Syiar

Hukum Meniup dan Mengonsumsi Makanan Panas dalam Islam

Ahad, 20 Oktober 2024 | 07:02 WIB

Hukum Meniup dan Mengonsumsi Makanan Panas dalam Islam

Ilustrasi makanan. (Foto: NU Online)

Makanan dan minuman merupakan anugerah dari Allah swt, sehingga wajib disyukuri, terutama hidangan yang segar dan baru dimasak. Akan tetapi, seringkali ketika makanan dan minuman yang dihidangkan terlalu panas, dan kita akan otomatis meniupnya. 

 

Lalu bagaimana hukum meniup hidangan yang panas, serta bagaimana hukum mengonsumsinya?

 

Dilansir dari NU Online, mengutip dari sebuah hadits dan sejumlah pandangan ulama kita bisa melihat beberapa imbauan.

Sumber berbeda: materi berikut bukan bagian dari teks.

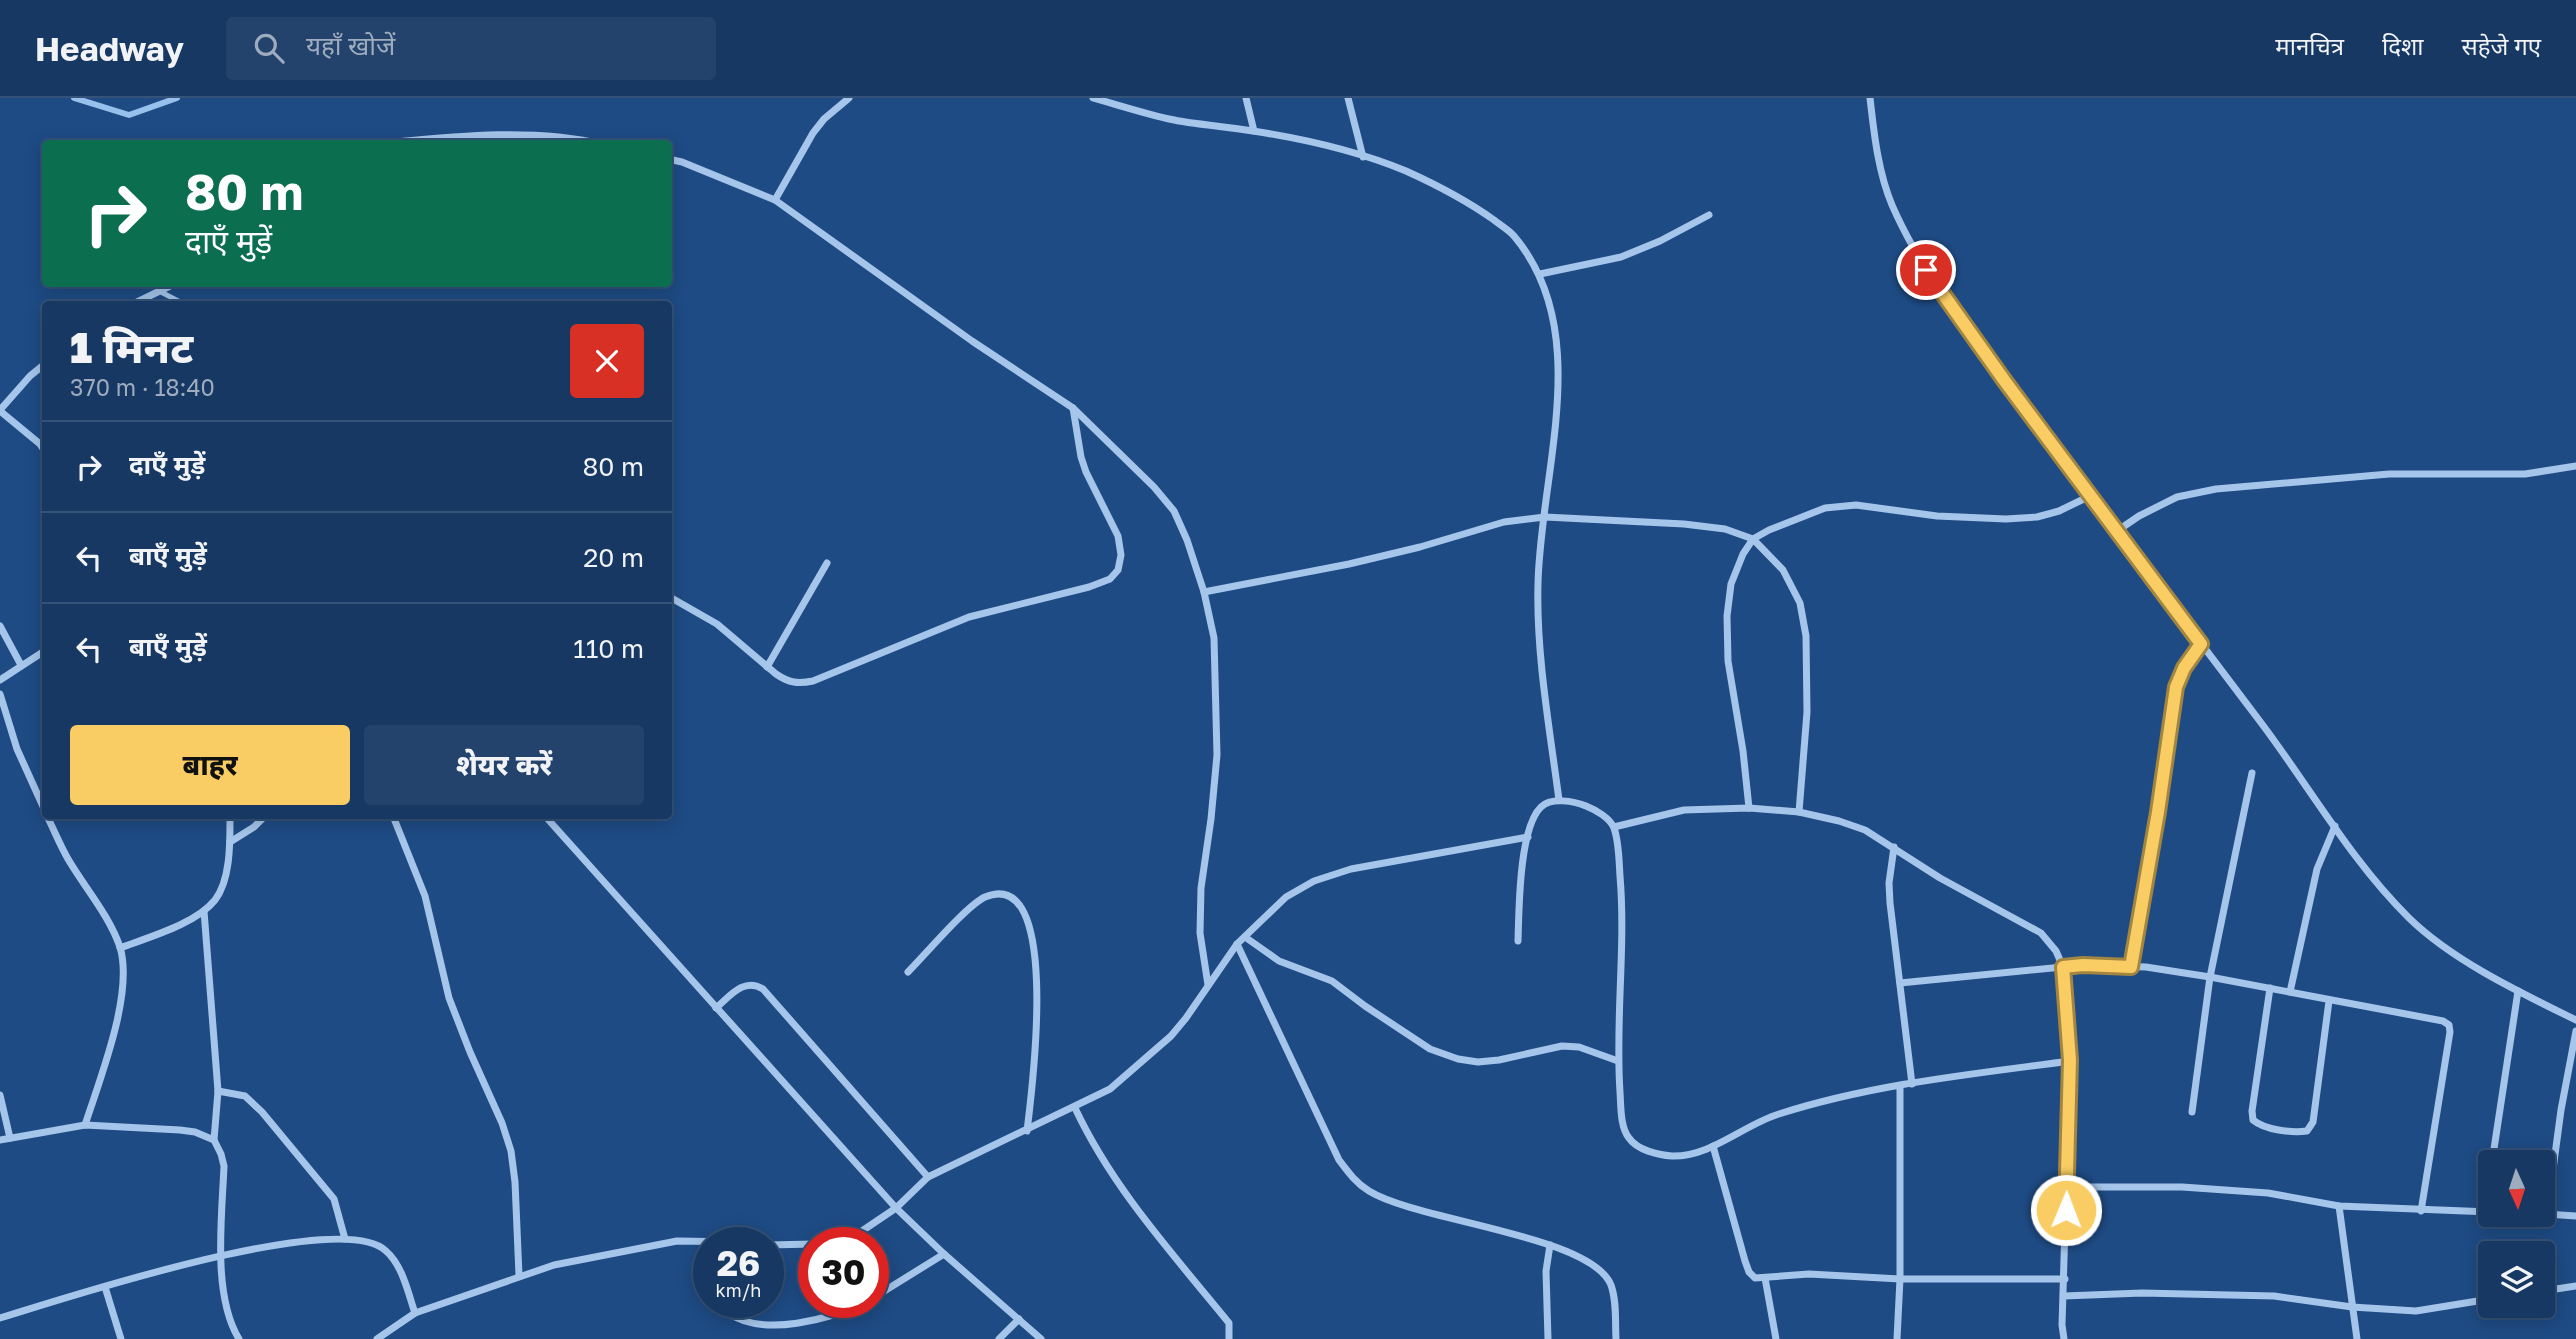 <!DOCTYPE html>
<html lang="hi">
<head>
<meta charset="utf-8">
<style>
	:root { --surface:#163863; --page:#23436c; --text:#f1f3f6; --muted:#9eacbe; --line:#355278; --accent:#f9cd64 }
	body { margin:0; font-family:"Golos Text","Noto Sans Devanagari",sans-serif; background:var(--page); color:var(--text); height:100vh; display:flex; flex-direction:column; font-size:26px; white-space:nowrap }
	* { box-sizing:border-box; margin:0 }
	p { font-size:23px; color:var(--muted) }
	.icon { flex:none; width:38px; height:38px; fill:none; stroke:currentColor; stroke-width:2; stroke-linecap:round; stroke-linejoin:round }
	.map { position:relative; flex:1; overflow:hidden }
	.panel { position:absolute; left:42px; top:203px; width:630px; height:518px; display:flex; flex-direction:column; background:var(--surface); border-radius:7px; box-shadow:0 4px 18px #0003,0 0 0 2px var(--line) }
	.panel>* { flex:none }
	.banner { position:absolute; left:42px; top:42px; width:630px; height:147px; border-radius:7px; box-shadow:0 4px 18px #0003,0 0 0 2px var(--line); background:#0b6e4f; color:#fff; overflow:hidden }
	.needle { width:46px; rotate:177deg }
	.tools { position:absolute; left:2478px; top:1052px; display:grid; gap:14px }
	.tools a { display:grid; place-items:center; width:77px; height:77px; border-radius:7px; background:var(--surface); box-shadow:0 4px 18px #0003,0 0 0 2px var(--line); font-size:35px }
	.speed { position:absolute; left:693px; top:1129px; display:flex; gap:14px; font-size:35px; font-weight:700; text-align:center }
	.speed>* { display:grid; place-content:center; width:91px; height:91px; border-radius:50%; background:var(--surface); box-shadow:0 4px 18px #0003,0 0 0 2px var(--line); line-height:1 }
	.speed small { font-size:18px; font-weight:400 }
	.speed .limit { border:10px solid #d22; background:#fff; color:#111 }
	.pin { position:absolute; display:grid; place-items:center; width:60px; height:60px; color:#fff; margin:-30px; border:4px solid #fff; border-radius:50%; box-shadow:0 2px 7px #0007 }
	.me { position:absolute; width:77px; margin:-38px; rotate:1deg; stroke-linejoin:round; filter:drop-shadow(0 0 5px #0008) }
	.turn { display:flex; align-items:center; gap:24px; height:147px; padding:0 28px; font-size:32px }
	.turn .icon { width:91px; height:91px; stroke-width:2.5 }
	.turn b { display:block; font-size:49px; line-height:60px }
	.round { display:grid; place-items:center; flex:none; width:74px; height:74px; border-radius:7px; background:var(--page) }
	.summary { display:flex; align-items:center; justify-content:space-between; height:119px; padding:0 28px }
	h1 { font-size:42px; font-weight:800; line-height:52px }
	.action { display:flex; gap:14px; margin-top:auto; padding:14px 28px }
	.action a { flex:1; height:80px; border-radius:7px; background:var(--accent); color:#111; font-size:28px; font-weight:800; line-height:80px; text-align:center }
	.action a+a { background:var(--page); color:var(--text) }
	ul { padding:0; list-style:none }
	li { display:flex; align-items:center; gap:21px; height:91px; padding:0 28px; border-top:2px solid var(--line) }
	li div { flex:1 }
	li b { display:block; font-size:26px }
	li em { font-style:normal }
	header { display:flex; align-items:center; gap:42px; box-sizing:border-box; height:98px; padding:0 35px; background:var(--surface); border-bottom:2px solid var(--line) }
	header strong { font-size:33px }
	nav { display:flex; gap:38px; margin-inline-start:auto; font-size:24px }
	.search { width:490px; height:63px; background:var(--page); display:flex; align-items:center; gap:18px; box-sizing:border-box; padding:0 24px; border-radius:7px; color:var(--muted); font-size:26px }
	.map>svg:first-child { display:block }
</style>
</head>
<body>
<header>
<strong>Headway</strong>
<div class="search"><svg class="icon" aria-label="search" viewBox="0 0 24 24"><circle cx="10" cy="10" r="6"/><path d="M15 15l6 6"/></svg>यहाँ खोजें</div>
<nav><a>मानचित्र</a><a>दिशा</a><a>सहेजे गए</a></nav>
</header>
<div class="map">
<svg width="2576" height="1241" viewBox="0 0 2576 1241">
	<rect width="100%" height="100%" fill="#1e4b84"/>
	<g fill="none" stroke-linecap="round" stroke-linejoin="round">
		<polyline stroke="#98c0ec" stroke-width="6" points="74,0 129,17 177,0"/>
		<polyline stroke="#a5c5ea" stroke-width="5" points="159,193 184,206"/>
		<g stroke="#a5c5ea" stroke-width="7">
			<path d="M1093 0C1118 7 1143 15 1169 21 1196 27 1225 28 1253 33 1305 41 1358 53 1406 73 1437 87 1466 102 1494 122 1500 127 1509 132 1514 138 1595 234 1540 375 1538 486 1536 556 1550 633 1559 702"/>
			<polyline points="1246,0 1254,33"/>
			<polyline points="1348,0 1363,59"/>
			<path d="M1870 0C1874 35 1878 74 1892 107 1905 137 1922 165 1939 193 2045 338 2153 482 2262 626 2310 690 2352 764 2409 820 2453 863 2521 895 2576 922"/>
			<path d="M374 46C448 39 529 29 602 46"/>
			<polyline points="668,61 682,64 775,102 972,243 1073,310 1154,389 1174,413 1187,442 1204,494 1214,540 1217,657 1211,721 1201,790 1200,835 1208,887"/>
			<polyline points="775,102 813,35 824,21 849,0"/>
			<polyline points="1540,176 1621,159 1660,143 1709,117"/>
			<polyline points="133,206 174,186"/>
			<polyline points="0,312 30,278 46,265"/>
			<polyline points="0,313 40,346 46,355"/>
			<polyline points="2117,433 2139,418 2177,399 2216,391 2389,376 2525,376 2576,368"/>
			<polyline points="1204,494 1349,466 1420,449 1504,424 1545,419 1684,426 1725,431 1753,441 1783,472 1800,505 1806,538 1807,614 1799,714"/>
			<path d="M668 498 717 526 776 576C789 585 798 586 813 583L969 519 1089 489 1110 481 1118 472 1121 457 1118 438 1086 374 1081 359 1073 310"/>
			<polyline points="0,528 21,567"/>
			<polyline points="767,569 827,465"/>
			<polyline points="0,582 46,552"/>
			<polyline points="0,596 17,651 46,715"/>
			<polyline points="1749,710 1743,653 1728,563 1727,518 1731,486 1743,456 1753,441 1769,432 1825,410 1856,407 1937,418 2006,421 2037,419 2059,413 2090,398"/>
			<path d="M47 718C54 732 60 747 68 761 85 790 109 817 120 849 134 896 100 980 85 1027"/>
			<polyline points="393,718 425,798 449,900 470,954 502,1025 511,1053 515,1084 519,1177"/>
			<polyline points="545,718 896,1110 944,1156 1041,1241"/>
			<polyline points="1614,729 1684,712 1749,710 1799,714 1839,723 1865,732 1940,780 2041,835 2056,853 2063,869 2070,963 2062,1227 2064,1241"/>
			<polyline points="230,744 254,729 265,718"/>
			<polyline points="1894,749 1889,785 1890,805 1912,986"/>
			<path d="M204 813 218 993 214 1042 221 1056 224 1068C222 1118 212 1197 239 1241"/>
			<polyline points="1245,839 1279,863 1332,883 1365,908 1430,951 1458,961 1478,964 1499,962 1562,948 1579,949 1618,963"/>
			<path d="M1518 843C1519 812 1519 730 1541 709 1551 699 1574 703 1586 708 1596 712 1610 720 1614 730 1619 744 1619 763 1620 778 1626 850 1615 922 1620 994 1621 1008 1620 1029 1629 1040 1637 1052 1658 1057 1672 1058 1711 1059 1743 1027 1779 1016 1873 986 1973 976 2070 963"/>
			<path d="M1237 846 1339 1062C1348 1074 1356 1085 1369 1093 1417 1123 1591 1137 1611 1187 1617 1204 1615 1224 1616 1241"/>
			<path d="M120 850C149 839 196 826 215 802 231 781 230 743 230 718"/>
			<polyline points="2131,868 2158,714 2176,589 2184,570 2201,546"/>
			<path d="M908 874C925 857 966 808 985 799 1063 766 1031 999 1027 1033"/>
			<polyline points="1900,885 2083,867 2146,869 2210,879 2443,923 2449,927 2450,934 2421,1113"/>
			<path d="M2270 890 2252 1013 2253 1022C2265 1032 2291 1035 2307 1033L2313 1024 2329 903"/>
			<polyline points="2290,894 2317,771 2335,728"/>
			<path d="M716 910C730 898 744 879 763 891L928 1079"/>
			<polyline points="218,993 245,998 262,1014 334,1101 345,1141"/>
			<polyline points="0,997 10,1040"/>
			<path d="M1075 1010C1113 1091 1173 1156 1229 1225V1241"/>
			<polyline points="2192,1014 2210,879 2252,675"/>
			<polyline points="0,1042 85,1027 180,1032 195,1034 214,1042"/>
			<polyline points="1713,1048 1745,1163 1749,1174 1755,1180 1809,1176 1900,1181 2065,1181"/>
			<polyline points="2492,1064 2518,893"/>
			<polyline points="2067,1089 2182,1089 2268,1095 2339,1108 2490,1114"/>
			<polyline points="2339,1108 2357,1241"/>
			<polyline points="2485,1114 2490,1078"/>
			<polyline points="2545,1116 2576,1118"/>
			<polyline points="2547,1116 2561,1012 2576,933"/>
			<polyline points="820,1144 859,1135 896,1110 928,1079 1110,991 1171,938 1186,920 1237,846 1286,799 1314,783 1351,771 1528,739"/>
			<polyline points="768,1147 814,1146"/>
			<polyline points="1765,1180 1776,1241"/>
			<polyline points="105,1189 121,1241"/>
			<polyline points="2543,1193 2576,1188"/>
			<polyline points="2064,1198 2142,1195 2274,1198 2352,1209 2416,1213 2490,1201"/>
			<polyline points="873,1200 944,1156"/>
			<path d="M726 1204 728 1215C764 1240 830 1221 866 1204"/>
			<path d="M0 1220C63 1201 340 1109 386 1153 403 1168 408 1195 415 1215"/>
			<polyline points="377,1241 415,1215 554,1167 677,1143 742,1144"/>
			<polyline points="999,1241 1019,1221"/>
			<polyline points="1548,1241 1546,1173 1550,1147"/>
			<polyline points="1897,1241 1900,1181 1900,989"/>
		</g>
	</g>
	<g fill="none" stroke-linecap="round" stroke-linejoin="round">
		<defs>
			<polyline id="route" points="1926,172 2004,282 2201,546 2184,570 2176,589 2158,714 2131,869 2083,867 2063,869 2070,962 2066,1112"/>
		</defs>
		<use href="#route" stroke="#a28541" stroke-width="18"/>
		<use href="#route" stroke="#f9cd64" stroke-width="12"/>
	</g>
</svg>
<div class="tools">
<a><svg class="needle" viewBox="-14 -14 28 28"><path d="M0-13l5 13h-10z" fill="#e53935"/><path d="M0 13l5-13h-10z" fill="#9eacbe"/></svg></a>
<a><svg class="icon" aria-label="layers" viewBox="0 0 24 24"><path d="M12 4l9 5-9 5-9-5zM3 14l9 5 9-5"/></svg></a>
</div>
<div class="speed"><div>26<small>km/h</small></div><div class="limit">30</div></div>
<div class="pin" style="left:1926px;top:172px;background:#d93025"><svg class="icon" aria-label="arrive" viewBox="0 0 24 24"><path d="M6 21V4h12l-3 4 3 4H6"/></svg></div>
<svg class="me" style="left:2066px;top:1112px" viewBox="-20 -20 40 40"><circle r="17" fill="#f9cd64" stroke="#fff" stroke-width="3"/><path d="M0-11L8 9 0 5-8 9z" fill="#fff"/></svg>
<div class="banner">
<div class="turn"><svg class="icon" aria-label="right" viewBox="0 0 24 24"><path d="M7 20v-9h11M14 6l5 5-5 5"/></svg><div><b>80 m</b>दाएँ मुड़ें</div></div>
</div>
<section class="panel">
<div class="summary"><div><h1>1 मिनट</h1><p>370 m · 18:40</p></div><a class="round" style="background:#d93025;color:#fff"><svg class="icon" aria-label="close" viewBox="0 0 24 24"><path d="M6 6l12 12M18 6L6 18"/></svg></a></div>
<ul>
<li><svg class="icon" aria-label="right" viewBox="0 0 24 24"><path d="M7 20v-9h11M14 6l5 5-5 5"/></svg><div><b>दाएँ मुड़ें</b></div><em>80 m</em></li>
<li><svg class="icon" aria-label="left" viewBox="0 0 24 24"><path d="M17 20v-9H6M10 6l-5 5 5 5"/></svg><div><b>बाएँ मुड़ें</b></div><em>20 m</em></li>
<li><svg class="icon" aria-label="left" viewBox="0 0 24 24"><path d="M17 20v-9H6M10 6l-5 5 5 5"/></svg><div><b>बाएँ मुड़ें</b></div><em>110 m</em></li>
</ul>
<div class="action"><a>बाहर</a><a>शेयर करें</a></div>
</section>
</div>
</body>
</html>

Dalam Hadits Nabi saw yang diriwayatkan ole Abu Dawud dan At-Tirmidzi dikatakan:

 

وعن ابن عباس رضي اللّه عنهما أن النبي نهى أن يتنفس في الإناء أو ينفخ فيه

 

Artinya: Dari Ibnu Abbas ra, bahwa Nabi Muhammad saw melarang pengembusan napas dan peniupan (makanan atau minuman) pada bejana (HR Abu Dawud dan At-Tirmidzi). 

 

Dari imbauan ini, ulama Syafi’iyah kemudian memasukkan ke dalam adab mengonsumsi makanan, salah satunya tidak mengonsumsi makanan atau minuman dalam keadaan panas. Seseorang dianjurkan mengonsumsi makanan atau minuman setelah agak dingin.

 

وَلَا يَأْكُلَهُ حَارًّا حَتَّى يَبْرُدَ

 

Artinya: Ia tidak memakannya dalam keadaan panas sampai agak dingin (Abu Zakariya Al-Anshari, Asnal Mathalib). 

 

Dalam hemat kami, kita memang sebaiknya menghindari makanan atau minuman panas karena tentu membawa mudharat bagi kesehatan, setidaknya membuat iritasi lidah sehingga tidak dapat merasakan makanan atau minuman secara maksimal. 

 

Sebagian ulama Mazhab Hanbali menyatakan bahwa peniupan makanan atau minuman pada dasarnya dimakruh untuk mendinginkan hidangan tersebut karena dapat menghilangkan berkah. 

 

“Meniup makanan dan minuman panas agar dingin dimakruh. Di dalam Kitab Mustau’ib disebutkan: Meniup makanan, minuman, dan buku dilarang.” 

 

Al-Amidi berpendapat bahwa meniup tidak dimakruh ketika makanan itu masih panas. Di dalam Al-Inshaf disebutkan, ini pendapat yang benar, yaitu (meniup makanan) ketika di sana ada kepentingan untuk mengonsumsinya ketika itu (Manshur Al-Bahuti, Kasysyaful Qinaan Matnil Iqna, [Beirut, Alamul Kutub: 1997 M/1417 H], cetakan pertama, juz IV, halaman 153-154).

 

وَيُكْرَه (التَّنَفُّسُ فِي إنَاءَيْهِمَا) لِأَنَّهُ رُبَّمَا عَادَ إلَيْهِ مِنْ فِيهِ شَيْءٌ (وَأَكْلُهُ حَارًّا) لِأَنَّهُ لَا بَرَكَةَ فِيهِ كَمَا فِي الْخَبَرِ (إنْ لَمْ تَكُنْ حَاجَةٌ) إلَى أَكْلِهِ حَارًّا فَيُبَاحُ

 

Artinya: Meniup wadah keduanya (makanan atau minuman) dimakruh karena sering kali sesuatu (racun/karbon dioksida) di mulut kembali ke wadah. Demikian juga makruh mengonsumsinya dalam keadaan panas karena tidak mengandung keberkahan di dalamnya sebagaimana di hadits jika tidak ada hajat untuk mengonsumsinya dalam keadaan panas (Tetapi jika ada hajat), maka itu dimubah (Al-Bahuti, 1997 M/1417 H: IV/154). 

 

Demikian pendapat meniup dan mengonsumsi hidangan yang panas dari beberapa dalil di atas. Lebih baiknya ditunggu sampai suhu makanan atau minuman, berkurang sehingga dirasa agak hangat.

 

Jikalau memerlukan waktu cepat, kita dapat meniupnya, menggunakan kipas, atau merendam wadahnya untuk menurunkan suhu makanan atau minuman lebih cepat.